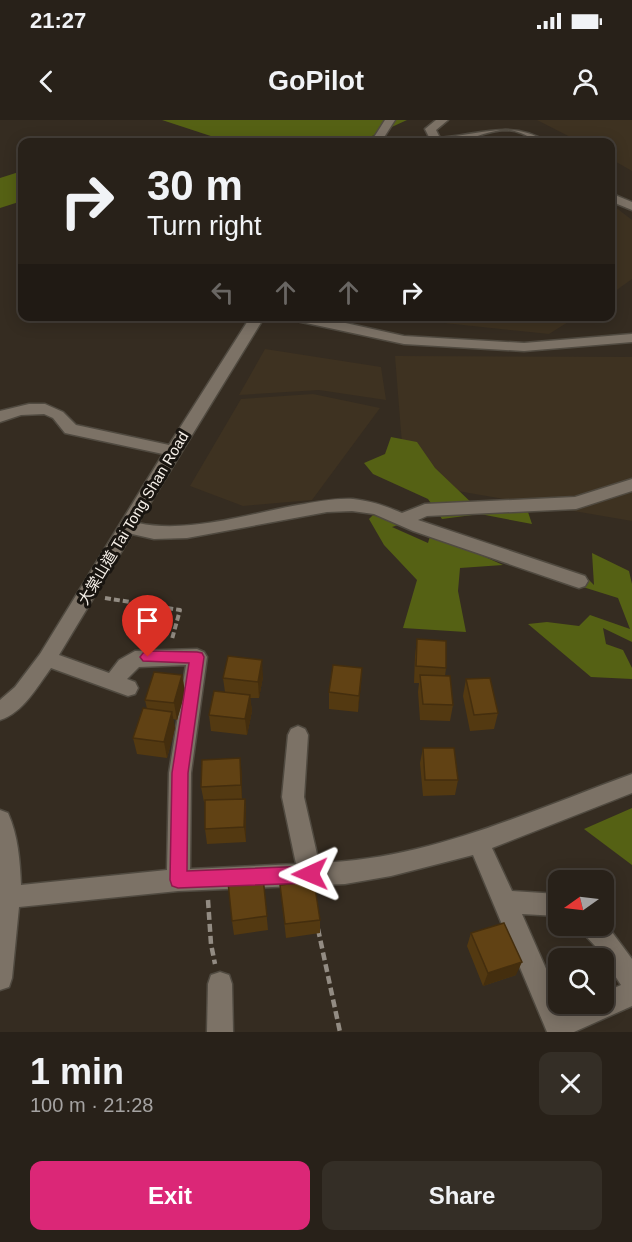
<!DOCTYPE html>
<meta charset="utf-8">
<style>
:root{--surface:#282119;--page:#342e26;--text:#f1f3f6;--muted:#a5a3a2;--line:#443e38;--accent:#db2777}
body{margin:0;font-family:Arial,"Noto Sans TC",sans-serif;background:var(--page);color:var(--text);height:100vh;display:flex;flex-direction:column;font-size:22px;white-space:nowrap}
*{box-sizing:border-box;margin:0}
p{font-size:20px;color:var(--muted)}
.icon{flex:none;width:33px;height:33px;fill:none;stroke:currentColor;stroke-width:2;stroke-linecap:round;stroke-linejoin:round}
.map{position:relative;height:912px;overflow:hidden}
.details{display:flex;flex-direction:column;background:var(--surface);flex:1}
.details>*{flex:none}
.banner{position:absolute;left:18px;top:18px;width:597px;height:183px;border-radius:12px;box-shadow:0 3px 15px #0003,0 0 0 2px var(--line);background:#282119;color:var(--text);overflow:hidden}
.needle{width:39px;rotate:256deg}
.buttons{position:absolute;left:548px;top:750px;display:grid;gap:12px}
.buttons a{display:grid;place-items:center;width:66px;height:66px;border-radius:12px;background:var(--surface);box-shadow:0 3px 15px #0003,0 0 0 2px var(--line);font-size:30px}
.pin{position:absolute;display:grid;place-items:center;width:51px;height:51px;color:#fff;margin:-62px -26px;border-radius:50% 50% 50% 0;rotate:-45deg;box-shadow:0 0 6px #0007}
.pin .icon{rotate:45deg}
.me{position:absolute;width:66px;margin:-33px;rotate:269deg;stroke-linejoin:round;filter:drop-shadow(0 0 4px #0008)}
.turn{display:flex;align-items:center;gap:21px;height:126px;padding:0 30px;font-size:27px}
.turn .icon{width:78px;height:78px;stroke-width:2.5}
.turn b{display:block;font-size:42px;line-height:51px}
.lanes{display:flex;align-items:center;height:57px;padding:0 30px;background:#0003;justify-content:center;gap:30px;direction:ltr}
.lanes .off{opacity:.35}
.round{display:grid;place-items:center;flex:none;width:63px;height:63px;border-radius:12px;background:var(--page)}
.head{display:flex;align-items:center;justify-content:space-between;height:102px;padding:0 30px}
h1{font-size:36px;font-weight:600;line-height:45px}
.cta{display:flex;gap:12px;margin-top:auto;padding:12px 30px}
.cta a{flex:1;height:69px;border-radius:12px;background:var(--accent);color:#fff;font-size:24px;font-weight:600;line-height:69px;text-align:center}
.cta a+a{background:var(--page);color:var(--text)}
.status{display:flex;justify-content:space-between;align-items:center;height:42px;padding:0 30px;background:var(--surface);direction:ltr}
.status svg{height:16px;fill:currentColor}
header{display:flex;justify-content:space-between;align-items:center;height:78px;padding:0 30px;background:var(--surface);font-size:27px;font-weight:600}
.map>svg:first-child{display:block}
.built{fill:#3e3221}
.forest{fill:#556114}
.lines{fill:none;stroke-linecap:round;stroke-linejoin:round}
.minor-casing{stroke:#504a40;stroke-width:3}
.path-far1{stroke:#938c83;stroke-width:4;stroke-dasharray:6 3;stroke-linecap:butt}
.path{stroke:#938c83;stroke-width:4.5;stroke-dasharray:8 4;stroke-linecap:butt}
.minor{fill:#7c7266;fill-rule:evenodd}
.wall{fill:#533911}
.shaded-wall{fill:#442e0e}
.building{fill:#614214;stroke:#442e0e;stroke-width:1.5}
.route{fill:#db2777;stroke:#8e194d;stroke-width:1.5}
.labels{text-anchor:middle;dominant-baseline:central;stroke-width:6;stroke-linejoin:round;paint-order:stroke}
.street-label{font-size:15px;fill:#f6f0e9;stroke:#191510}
</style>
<div class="status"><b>21:27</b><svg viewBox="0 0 49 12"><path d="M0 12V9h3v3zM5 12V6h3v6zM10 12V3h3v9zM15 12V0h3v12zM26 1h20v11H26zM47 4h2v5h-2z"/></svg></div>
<header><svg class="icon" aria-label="back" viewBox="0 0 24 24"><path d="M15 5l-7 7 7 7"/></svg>GoPilot<svg class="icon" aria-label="person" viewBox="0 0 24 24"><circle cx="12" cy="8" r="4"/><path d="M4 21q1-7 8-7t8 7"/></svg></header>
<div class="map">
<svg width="632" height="912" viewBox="0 0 632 912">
<rect width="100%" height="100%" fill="#352c21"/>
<!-- built -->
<g class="built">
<path d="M537 0H632V51L611 39 610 22H580Z"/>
<path d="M610 83 632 100V159L611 174Z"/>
<path d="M388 197H576L549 214Z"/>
<path d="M265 229 381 247 386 280 319 270 239 275Z"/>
<path d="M395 236 632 237V401L405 362Z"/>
<path d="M313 274 380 288 312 380 243 386 190 366 241 279Z"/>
</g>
<!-- forest -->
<g class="forest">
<path d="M162 0H407L359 22H229Z"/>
<path d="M22 51V81L0 88V58Z"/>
<path d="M391 317 417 322 435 348 477 388 528 392 532 404 480 394 442 399 428 379 373 354 364 343 385 334Z"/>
<path d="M373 395 401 404 392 407 428 423 430 416 463 427 503 445 460 448 458 471 466 512 403 508 417 460 384 425 369 399Z"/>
<path d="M592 433 629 451 632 464V522L603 508 606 524 623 530 632 548V559L591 557 528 504 547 502 579 506 590 495 630 509 618 478 535 452 583 454 594 465Z"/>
<path d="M632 688V745L584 709Z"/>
</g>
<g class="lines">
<defs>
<g id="minor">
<path d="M385 0H395L381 22H371Z"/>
<path d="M436 0H448L436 10 440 18C481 14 513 0 547 22H536C508 0 490 13 458 22 448 24 435 22 425 22L430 19 425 9Z"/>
<path d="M610 73 632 82V90L610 81Z"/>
<path d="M251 196H265L138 403C187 414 249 394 298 385 316 382 335 378 353 379 371 381 386 386 402 393L425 384 575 377 632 359V371L576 389 427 396 418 400 585 456 588 461 585 466 579 468 573 466 413 411 374 394 352 391 327 392 187 418 154 419 132 414 59 535 109 553 119 540 135 531 197 529 204 532 207 537 191 653 190 749 296 744 282 677 288 615 291 609 298 606 305 609 308 615 304 677 319 743C430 739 530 691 632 654V673L492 728 512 771 558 774V796L522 794 558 876V884H561L564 890 579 884H603V873L621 865 596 827 584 814 580 806H603V800L632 839V886L574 912H547L473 735 391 756 345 764 178 771 19 787 12 858 9 867 0 870V690L8 693C18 715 20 741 21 765L167 750 169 653 186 545 139 547 127 559 135 562 138 568 135 574 128 576 51 548C37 567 23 593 0 600V580L15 567 40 534 163 334 65 313 53 298 44 294 21 295 0 302V291L29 284H45L63 292 76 305 169 325Z"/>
<path d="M286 196H314L404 216 524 223 632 214V222L524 231 404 224 292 200Z"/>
<path d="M220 852 229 855 232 864 233 912H207L208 864 211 855Z"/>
</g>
</defs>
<!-- minor casing -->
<use href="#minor" class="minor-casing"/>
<!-- path-far1 -->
<path class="path-far1" d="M105 478 180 490 172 519"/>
<!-- path -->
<g class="path">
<path d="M208 780 211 824 215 844"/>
<path d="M318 809 340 912"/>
</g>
<!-- minor -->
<use href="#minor" class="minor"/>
</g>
<!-- wall -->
<g class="wall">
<path d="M417 519 446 548 445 556 453 585 450 601 420 600 418 572 419 563H414L415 536Z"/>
<path d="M362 548 358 592 329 589V572Z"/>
<path d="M182 555 185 572 177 600 173 599 175 608 167 638 137 634 133 618 147 589 145 580Z"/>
<path d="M263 557 259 578H250L252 591 247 615 211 611 209 595 225 572 223 558Z"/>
<path d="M466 559 498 593 494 609 470 611 463 576Z"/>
<path d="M423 628 458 660 455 675 423 676 420 643Z"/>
<path d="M242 654V679H245L246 694V722L207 724 205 709V682H204L201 667Z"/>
<path d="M263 757 268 810 234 815 232 801Z"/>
<path d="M280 765 320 800V813L286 818Z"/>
<path d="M471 813 516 855 483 866 467 826Z"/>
</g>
<!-- shaded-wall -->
<g class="shaded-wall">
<path d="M262 540 263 557 259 578 258 562Z"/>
<path d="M362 548 361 565 358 592 359 576Z"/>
<path d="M182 555 185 572 177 600 174 583Z"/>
<path d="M250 575 252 591 247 615 245 599Z"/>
<path d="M172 592 175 608 167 638 164 622Z"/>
<path d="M240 638 242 654V681L241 665Z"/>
<path d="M245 679 246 694V722L244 707Z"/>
<path d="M522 842 516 855 483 866 488 853Z"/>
</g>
<!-- building -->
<g class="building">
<path d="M417 519 446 521V548L416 546Z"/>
<path d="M228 536 262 540 258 562 223 558Z"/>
<path d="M333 545 362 548 359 576 329 572Z"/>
<path d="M154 552 182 555 174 583 145 580Z"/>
<path d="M420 555 450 556 453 585 423 584Z"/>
<path d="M490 558 498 593 474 595 466 559Z"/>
<path d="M214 571 250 575 245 599 209 595Z"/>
<path d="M143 588 172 592 164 622 133 618Z"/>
<path d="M423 628H454L458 660H425Z"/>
<path d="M240 638 241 665 201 667 202 640Z"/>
<path d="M245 679 244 707 205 709V680Z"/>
<path d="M263 757 267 796 232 801 228 762Z"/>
<path d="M314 761 320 800 285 804 280 765Z"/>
<path d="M504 803 522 842 488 853 471 813Z"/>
</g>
<!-- route -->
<path class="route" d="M148 531 197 532 202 533 204 537 188 653 187 751 310 746 316 749 318 754 316 760 310 763 178 768 172 766 170 760 172 653 189 543 143 541 140 537 143 533Z"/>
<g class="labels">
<!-- street labels -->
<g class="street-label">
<text transform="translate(133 398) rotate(-59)">大棠山道 Tai Tong Shan Road</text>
</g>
</g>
</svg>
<div class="buttons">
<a><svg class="needle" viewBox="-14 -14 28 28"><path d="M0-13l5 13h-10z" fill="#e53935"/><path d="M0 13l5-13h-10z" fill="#a5a3a2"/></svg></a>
<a><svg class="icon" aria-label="search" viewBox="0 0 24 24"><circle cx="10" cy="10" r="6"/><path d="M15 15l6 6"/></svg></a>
</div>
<div class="pin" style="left:148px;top:537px;background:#d93025"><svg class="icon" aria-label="arrive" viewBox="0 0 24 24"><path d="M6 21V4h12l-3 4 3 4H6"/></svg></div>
<svg class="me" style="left:310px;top:754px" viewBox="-20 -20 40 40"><path d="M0-17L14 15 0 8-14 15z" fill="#db2777" stroke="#fff" stroke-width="4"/></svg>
<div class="banner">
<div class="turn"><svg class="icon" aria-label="right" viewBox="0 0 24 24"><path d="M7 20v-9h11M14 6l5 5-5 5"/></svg><div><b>30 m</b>Turn right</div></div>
<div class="lanes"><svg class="icon off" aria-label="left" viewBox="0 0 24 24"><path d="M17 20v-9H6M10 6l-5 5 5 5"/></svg><svg class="icon off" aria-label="ahead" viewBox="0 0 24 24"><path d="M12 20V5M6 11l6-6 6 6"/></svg><svg class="icon off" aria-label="ahead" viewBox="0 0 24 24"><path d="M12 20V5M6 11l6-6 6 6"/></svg><svg class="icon" aria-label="right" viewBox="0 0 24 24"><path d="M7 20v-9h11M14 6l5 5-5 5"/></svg></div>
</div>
</div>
<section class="details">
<div class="head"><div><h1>1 min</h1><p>100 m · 21:28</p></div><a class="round"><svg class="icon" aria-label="close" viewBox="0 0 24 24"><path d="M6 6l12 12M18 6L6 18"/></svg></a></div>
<div class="cta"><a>Exit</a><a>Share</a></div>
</section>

.....

Count how many lines of the entries contain the word "dasharray"; only the number should appear in the reply.

▶ _Written solution_: 2